── SOURCE DATA

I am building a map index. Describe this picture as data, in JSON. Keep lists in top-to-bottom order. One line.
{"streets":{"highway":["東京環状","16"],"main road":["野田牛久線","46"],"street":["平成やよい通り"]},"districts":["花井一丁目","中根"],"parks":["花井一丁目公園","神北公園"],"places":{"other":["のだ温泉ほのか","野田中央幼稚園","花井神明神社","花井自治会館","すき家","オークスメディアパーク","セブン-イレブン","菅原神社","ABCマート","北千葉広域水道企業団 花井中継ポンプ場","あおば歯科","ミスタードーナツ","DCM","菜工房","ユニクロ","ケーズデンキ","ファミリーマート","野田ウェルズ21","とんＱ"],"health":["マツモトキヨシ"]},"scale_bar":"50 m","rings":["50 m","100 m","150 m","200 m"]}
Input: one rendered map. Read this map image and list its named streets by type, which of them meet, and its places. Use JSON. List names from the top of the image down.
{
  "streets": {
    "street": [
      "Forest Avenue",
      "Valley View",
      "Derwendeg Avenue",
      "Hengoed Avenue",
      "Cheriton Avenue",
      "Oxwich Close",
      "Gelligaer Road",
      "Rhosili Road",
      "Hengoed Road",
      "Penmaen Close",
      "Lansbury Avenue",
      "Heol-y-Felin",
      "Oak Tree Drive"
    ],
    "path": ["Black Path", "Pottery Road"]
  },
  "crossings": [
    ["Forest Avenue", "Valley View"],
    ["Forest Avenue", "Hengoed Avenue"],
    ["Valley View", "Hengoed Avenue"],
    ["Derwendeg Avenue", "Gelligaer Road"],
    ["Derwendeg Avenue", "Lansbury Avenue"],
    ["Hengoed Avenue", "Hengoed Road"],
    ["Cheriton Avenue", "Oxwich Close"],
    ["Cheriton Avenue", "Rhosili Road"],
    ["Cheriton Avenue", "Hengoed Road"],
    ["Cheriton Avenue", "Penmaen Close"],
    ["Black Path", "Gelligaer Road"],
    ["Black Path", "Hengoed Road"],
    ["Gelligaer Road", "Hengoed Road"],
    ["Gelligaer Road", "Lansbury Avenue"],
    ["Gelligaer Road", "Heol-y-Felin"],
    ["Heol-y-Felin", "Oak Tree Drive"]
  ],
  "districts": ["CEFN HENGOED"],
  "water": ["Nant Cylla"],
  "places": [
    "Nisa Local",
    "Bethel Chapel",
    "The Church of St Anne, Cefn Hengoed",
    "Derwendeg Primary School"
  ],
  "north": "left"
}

────

Filter the records above down to the lines that hold the string "View".

      "Valley View",
    ["Forest Avenue", "Valley View"],
    ["Valley View", "Hengoed Avenue"],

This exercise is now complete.